Minimally Invasive & Robotic Heart Surgery
At the University of Chicago, surgeons are operating on the hearts of adults and children through tiny openings in the chest, eliminating the need for sternotomy--a large incision through the breastbone (sternum). This method of surgery, called minimally invasive cardiac surgery, offers many benefits compared to traditional, open-chest procedures. Surgeons use sophisticated thin instruments, miniature cameras, robotic devices, and hybrid techniques with coronary stenting to perform the operations.
Minimally invasive and robotic heart surgeries for adults are performed in the Center for Care and Discovery. The surgical suites in the new hospital feature sophisticated diagnostics, leading-edge medical technologies and state-of-the-art imaging capabilities. Hybrid operating rooms in the new hospital unite the surgical suite and the cardiac catheterization lab, enabling surgeons and interventional cardiologists to perform multiple procedures in one setting.
Benefits of Minimally Invasive Heart Surgery
Minimally invasive heart surgery offers several advantages compared to open-chest procedures, including:
- Faster return to normal activities. Rather than waiting several weeks to heal, patients can return to work or other activities much more quickly--usually within three weeks.
- Shorter hospital stay. Time spent in the hospital can sometimes be reduced by as much at 50 percent, compared to open procedures.
- No splitting of the breastbone. Keeping the breastbone (sternum) intact reduces the chance for post-surgical complications and infection.
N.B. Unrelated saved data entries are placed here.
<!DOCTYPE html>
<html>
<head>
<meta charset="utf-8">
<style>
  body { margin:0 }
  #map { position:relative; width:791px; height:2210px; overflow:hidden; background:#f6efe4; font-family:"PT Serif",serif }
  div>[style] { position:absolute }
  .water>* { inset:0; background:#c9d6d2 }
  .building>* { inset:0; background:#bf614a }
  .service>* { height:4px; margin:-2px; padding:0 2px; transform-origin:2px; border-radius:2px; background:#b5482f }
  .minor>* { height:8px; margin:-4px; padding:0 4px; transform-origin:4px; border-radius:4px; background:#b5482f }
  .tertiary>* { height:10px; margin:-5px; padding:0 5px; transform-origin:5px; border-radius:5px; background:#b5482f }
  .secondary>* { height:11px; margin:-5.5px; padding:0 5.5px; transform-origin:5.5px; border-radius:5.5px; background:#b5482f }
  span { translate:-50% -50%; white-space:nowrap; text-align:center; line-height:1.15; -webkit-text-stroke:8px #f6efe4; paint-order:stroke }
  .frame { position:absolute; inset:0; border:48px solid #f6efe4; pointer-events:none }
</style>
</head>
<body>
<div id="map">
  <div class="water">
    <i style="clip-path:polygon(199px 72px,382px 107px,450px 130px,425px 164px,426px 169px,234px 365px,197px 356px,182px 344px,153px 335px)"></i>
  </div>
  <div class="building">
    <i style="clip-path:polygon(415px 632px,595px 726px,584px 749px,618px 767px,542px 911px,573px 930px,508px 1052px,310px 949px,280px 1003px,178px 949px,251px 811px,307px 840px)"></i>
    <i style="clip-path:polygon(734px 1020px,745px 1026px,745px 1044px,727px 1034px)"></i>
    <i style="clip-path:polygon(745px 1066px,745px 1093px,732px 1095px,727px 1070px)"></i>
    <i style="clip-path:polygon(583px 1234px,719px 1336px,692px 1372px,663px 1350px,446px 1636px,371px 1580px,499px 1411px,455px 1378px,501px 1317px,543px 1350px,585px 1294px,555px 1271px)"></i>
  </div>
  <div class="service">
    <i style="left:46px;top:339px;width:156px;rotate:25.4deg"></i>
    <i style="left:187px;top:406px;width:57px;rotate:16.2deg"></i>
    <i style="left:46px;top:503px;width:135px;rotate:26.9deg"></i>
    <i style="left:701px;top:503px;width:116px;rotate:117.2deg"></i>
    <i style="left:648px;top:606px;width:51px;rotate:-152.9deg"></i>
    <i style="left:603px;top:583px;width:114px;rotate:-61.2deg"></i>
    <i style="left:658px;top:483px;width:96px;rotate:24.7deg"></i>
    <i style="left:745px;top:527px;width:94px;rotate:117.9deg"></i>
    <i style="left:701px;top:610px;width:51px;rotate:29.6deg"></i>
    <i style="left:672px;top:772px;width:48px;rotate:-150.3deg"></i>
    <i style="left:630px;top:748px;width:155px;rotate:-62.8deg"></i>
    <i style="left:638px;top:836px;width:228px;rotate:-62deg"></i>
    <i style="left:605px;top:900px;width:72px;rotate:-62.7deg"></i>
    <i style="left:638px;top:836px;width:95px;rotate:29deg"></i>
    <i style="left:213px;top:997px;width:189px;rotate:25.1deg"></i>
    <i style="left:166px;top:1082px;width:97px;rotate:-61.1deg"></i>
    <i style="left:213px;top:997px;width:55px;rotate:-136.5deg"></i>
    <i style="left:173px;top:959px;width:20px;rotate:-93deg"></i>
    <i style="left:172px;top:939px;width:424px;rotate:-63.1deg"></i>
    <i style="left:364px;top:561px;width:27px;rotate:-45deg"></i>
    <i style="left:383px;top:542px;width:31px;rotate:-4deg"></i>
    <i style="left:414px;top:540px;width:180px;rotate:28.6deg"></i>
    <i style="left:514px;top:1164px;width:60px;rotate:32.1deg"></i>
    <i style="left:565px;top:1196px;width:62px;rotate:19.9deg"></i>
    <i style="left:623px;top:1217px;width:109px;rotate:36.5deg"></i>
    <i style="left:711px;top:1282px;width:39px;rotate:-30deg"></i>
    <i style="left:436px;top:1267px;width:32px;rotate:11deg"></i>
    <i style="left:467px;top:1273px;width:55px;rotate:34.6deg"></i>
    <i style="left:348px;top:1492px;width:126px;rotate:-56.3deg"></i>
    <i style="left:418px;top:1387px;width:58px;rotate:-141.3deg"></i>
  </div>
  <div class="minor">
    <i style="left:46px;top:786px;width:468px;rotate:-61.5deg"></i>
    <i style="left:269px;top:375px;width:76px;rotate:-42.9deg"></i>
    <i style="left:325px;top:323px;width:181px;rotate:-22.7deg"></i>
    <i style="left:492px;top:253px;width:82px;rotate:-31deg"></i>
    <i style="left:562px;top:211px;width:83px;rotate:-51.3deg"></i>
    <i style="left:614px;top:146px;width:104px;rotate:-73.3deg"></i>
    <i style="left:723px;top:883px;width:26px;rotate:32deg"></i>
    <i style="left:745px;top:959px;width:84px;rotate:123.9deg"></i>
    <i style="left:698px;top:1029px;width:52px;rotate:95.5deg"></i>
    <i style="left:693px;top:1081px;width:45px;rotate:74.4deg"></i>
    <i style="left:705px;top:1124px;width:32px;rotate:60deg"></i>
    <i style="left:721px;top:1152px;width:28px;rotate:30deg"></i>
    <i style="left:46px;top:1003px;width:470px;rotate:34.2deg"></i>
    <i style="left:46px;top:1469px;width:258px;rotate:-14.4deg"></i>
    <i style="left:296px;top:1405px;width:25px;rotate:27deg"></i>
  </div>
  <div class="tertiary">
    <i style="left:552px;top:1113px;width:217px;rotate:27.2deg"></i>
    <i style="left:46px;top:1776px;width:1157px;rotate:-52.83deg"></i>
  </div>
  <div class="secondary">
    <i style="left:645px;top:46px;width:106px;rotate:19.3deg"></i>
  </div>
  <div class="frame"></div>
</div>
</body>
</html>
- Smaller incisions. Depending upon the case, the operation may be performed through four to five dime-size incisions, or through a 2- to 5-inch incision at the side of the chest. Traditional open-heart procedures require a longer incision down the center of the chest.
- Quicker resolution of pain. Decreased damage to tissue and muscle results in pain that does not last as long as after a sternal incision. Tylenol or aspirin are often enough to manage pain after hospital discharge.
- Elimination of the heart-lung bypass machine, in most cases. Avoiding the bypass machine decreases the risks for neurological complications and stroke.
- Minimal blood loss and less need for transfusion.
- Little scarring. Instead of a long chest scar, only a few tiny scars or a short, 2- to 5-inch scar remains.
Full Spectrum of Minimally Invasive Procedures
We're one of a handful of hospitals in the world that offers a wide range of minimally invasive procedures for heart conditions. Every member of our cardiac surgery team has specialized expertise in minimally invasive cardiac surgery.
Some of the minimally invasive procedures regularly performed by University of Chicago surgeons include the following:
- Single and multiple vessel coronary artery bypass surgery, to improve blood flow to the heart and to reduce chest pain.
- Valve repair and replacement, to restore proper valve function
- Surgery to correct atrial fibrillation, a common type of arrhythmia
- Implantation of ventricular heart devices to boost the pumping action of the heart in heart failure patients
- Procedures to treat congenital heart conditions, such as atrial septal defect
It's not uncommon for our surgeons to correct more than one heart problem during a minimally invasive procedure. For example, a person who needs mitral valve repair and bypass surgery can have both problems treated during the same operation without opening the chest.
- View a list of minimally invasive procedures for adults
- Learn more about minimally invasive procedures for children
Robotic Device Improves Precision
Some minimally invasive heart surgeries performed at the University of Chicago are done with the help of a special robotic device, called the da Vinci Surgical System. The da Vinci robot is a highly sophisticated tool that enables the surgeon to perform the procedure with greater precision and control than is possible in traditional hands-on surgery. In robotically assisted surgeries, the chest cavity is accessed through dime-size "keyhole" incisions.
The surgeon sits in a console equipped with controls that direct robotic arms to perform the surgery. The da Vinci's robotic arms are essentially an extension of the surgeon's hands. A tiny camera attached to a robotic arm gives the surgeon a very detailed, three-dimensional view of the operating space inside the chest. The robotic arms are very agile, providing the surgeon a greater range of motion than is possible with hand-manipulated moves in standard procedures. »More about the da Vinci Surgical System
Experience and Excellence Count
Experience is important for all types of surgery, but the right experience is essential for minimally invasive and robotic surgery. There is a steep learning curve associated with minimally invasive surgery, because it's very different than operating through a large chest incision. Even otherwise highly experienced surgeons must devote dozens of hours to learning how to use the techniques and equipment for minimally invasive surgery. After learning how to use these tools, the surgeon must regularly perform minimally invasive surgery to truly master the approach. Volume counts. There is a great deal of difference between a surgeon who has performed 15 minimally invasive procedures versus a surgeon who has done hundreds of hundreds of cases.